##### Entries supplied

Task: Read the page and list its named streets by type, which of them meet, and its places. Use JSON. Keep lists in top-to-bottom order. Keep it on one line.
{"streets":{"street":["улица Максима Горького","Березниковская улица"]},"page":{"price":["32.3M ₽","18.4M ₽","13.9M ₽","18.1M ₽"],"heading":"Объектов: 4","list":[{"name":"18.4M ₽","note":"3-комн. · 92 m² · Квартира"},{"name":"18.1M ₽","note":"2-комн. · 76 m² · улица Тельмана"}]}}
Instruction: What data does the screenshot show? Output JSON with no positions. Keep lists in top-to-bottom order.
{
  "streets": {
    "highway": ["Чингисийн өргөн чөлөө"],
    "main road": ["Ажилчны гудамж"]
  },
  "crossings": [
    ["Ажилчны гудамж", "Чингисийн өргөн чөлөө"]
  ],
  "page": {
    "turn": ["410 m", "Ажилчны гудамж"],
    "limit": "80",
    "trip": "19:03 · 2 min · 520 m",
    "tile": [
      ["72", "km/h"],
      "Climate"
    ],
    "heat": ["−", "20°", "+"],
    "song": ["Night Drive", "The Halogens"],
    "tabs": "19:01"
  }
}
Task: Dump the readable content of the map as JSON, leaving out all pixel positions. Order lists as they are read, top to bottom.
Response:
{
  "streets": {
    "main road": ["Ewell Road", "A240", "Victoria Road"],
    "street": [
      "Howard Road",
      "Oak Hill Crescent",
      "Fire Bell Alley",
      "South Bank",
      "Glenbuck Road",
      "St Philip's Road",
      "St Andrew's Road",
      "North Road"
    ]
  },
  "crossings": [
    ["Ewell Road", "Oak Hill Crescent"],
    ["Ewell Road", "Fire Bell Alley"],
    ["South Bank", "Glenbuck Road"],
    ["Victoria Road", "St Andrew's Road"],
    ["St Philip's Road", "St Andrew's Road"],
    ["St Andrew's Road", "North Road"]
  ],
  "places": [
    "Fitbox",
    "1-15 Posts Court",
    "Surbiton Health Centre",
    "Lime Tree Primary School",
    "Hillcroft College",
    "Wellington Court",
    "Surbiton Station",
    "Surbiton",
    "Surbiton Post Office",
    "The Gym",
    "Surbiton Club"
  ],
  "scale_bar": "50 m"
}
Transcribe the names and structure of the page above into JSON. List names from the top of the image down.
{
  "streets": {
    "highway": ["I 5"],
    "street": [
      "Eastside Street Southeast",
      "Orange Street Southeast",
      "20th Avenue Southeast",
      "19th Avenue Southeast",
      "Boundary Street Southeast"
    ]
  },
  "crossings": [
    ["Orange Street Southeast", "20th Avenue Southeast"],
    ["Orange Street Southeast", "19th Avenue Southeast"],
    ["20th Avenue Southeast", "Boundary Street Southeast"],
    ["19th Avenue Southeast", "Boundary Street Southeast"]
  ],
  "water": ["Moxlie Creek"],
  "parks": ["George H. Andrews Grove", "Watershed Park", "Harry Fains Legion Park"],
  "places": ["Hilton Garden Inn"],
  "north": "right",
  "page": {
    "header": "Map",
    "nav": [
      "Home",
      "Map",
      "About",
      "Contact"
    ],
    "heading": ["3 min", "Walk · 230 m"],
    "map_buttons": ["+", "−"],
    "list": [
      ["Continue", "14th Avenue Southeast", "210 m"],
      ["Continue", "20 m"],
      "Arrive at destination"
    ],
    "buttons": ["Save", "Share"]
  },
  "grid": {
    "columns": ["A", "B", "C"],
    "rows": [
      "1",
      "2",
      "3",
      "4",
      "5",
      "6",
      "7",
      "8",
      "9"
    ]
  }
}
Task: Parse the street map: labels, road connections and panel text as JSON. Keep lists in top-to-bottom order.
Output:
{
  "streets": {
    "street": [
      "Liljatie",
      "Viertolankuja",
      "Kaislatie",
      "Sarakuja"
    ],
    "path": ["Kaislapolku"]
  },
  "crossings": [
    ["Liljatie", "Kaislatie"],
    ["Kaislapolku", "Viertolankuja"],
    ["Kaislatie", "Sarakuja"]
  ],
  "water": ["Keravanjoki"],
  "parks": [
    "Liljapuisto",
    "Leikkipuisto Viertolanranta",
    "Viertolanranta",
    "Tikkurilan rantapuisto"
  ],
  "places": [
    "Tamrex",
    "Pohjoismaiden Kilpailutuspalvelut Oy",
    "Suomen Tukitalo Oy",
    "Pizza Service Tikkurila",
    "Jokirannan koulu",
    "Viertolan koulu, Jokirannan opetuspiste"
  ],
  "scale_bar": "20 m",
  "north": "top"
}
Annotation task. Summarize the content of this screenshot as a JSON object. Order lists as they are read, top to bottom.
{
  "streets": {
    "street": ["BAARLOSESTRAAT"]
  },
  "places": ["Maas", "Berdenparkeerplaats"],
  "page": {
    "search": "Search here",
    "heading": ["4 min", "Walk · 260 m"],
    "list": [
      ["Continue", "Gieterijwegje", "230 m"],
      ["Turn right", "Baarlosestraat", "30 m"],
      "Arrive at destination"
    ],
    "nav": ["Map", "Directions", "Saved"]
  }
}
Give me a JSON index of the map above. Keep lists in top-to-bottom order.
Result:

##########

Assignment » Without changing a word, print all of the entries above.

Response »
Task: Read the page and list its named streets by type, which of them meet, and its places. Use JSON. Keep lists in top-to-bottom order. Keep it on one line.
{"streets":{"street":["улица Максима Горького","Березниковская улица"]},"page":{"price":["32.3M ₽","18.4M ₽","13.9M ₽","18.1M ₽"],"heading":"Объектов: 4","list":[{"name":"18.4M ₽","note":"3-комн. · 92 m² · Квартира"},{"name":"18.1M ₽","note":"2-комн. · 76 m² · улица Тельмана"}]}}
Instruction: What data does the screenshot show? Output JSON with no positions. Keep lists in top-to-bottom order.
{
  "streets": {
    "highway": ["Чингисийн өргөн чөлөө"],
    "main road": ["Ажилчны гудамж"]
  },
  "crossings": [
    ["Ажилчны гудамж", "Чингисийн өргөн чөлөө"]
  ],
  "page": {
    "turn": ["410 m", "Ажилчны гудамж"],
    "limit": "80",
    "trip": "19:03 · 2 min · 520 m",
    "tile": [
      ["72", "km/h"],
      "Climate"
    ],
    "heat": ["−", "20°", "+"],
    "song": ["Night Drive", "The Halogens"],
    "tabs": "19:01"
  }
}
Task: Dump the readable content of the map as JSON, leaving out all pixel positions. Order lists as they are read, top to bottom.
Response:
{
  "streets": {
    "main road": ["Ewell Road", "A240", "Victoria Road"],
    "street": [
      "Howard Road",
      "Oak Hill Crescent",
      "Fire Bell Alley",
      "South Bank",
      "Glenbuck Road",
      "St Philip's Road",
      "St Andrew's Road",
      "North Road"
    ]
  },
  "crossings": [
    ["Ewell Road", "Oak Hill Crescent"],
    ["Ewell Road", "Fire Bell Alley"],
    ["South Bank", "Glenbuck Road"],
    ["Victoria Road", "St Andrew's Road"],
    ["St Philip's Road", "St Andrew's Road"],
    ["St Andrew's Road", "North Road"]
  ],
  "places": [
    "Fitbox",
    "1-15 Posts Court",
    "Surbiton Health Centre",
    "Lime Tree Primary School",
    "Hillcroft College",
    "Wellington Court",
    "Surbiton Station",
    "Surbiton",
    "Surbiton Post Office",
    "The Gym",
    "Surbiton Club"
  ],
  "scale_bar": "50 m"
}
Transcribe the names and structure of the page above into JSON. List names from the top of the image down.
{
  "streets": {
    "highway": ["I 5"],
    "street": [
      "Eastside Street Southeast",
      "Orange Street Southeast",
      "20th Avenue Southeast",
      "19th Avenue Southeast",
      "Boundary Street Southeast"
    ]
  },
  "crossings": [
    ["Orange Street Southeast", "20th Avenue Southeast"],
    ["Orange Street Southeast", "19th Avenue Southeast"],
    ["20th Avenue Southeast", "Boundary Street Southeast"],
    ["19th Avenue Southeast", "Boundary Street Southeast"]
  ],
  "water": ["Moxlie Creek"],
  "parks": ["George H. Andrews Grove", "Watershed Park", "Harry Fains Legion Park"],
  "places": ["Hilton Garden Inn"],
  "north": "right",
  "page": {
    "header": "Map",
    "nav": [
      "Home",
      "Map",
      "About",
      "Contact"
    ],
    "heading": ["3 min", "Walk · 230 m"],
    "map_buttons": ["+", "−"],
    "list": [
      ["Continue", "14th Avenue Southeast", "210 m"],
      ["Continue", "20 m"],
      "Arrive at destination"
    ],
    "buttons": ["Save", "Share"]
  },
  "grid": {
    "columns": ["A", "B", "C"],
    "rows": [
      "1",
      "2",
      "3",
      "4",
      "5",
      "6",
      "7",
      "8",
      "9"
    ]
  }
}
Task: Parse the street map: labels, road connections and panel text as JSON. Keep lists in top-to-bottom order.
Output:
{
  "streets": {
    "street": [
      "Liljatie",
      "Viertolankuja",
      "Kaislatie",
      "Sarakuja"
    ],
    "path": ["Kaislapolku"]
  },
  "crossings": [
    ["Liljatie", "Kaislatie"],
    ["Kaislapolku", "Viertolankuja"],
    ["Kaislatie", "Sarakuja"]
  ],
  "water": ["Keravanjoki"],
  "parks": [
    "Liljapuisto",
    "Leikkipuisto Viertolanranta",
    "Viertolanranta",
    "Tikkurilan rantapuisto"
  ],
  "places": [
    "Tamrex",
    "Pohjoismaiden Kilpailutuspalvelut Oy",
    "Suomen Tukitalo Oy",
    "Pizza Service Tikkurila",
    "Jokirannan koulu",
    "Viertolan koulu, Jokirannan opetuspiste"
  ],
  "scale_bar": "20 m",
  "north": "top"
}
Annotation task. Summarize the content of this screenshot as a JSON object. Order lists as they are read, top to bottom.
{
  "streets": {
    "street": ["BAARLOSESTRAAT"]
  },
  "places": ["Maas", "Berdenparkeerplaats"],
  "page": {
    "search": "Search here",
    "heading": ["4 min", "Walk · 260 m"],
    "list": [
      ["Continue", "Gieterijwegje", "230 m"],
      ["Turn right", "Baarlosestraat", "30 m"],
      "Arrive at destination"
    ],
    "nav": ["Map", "Directions", "Saved"]
  }
}
Give me a JSON index of the map above. Keep lists in top-to-bottom order.
Result:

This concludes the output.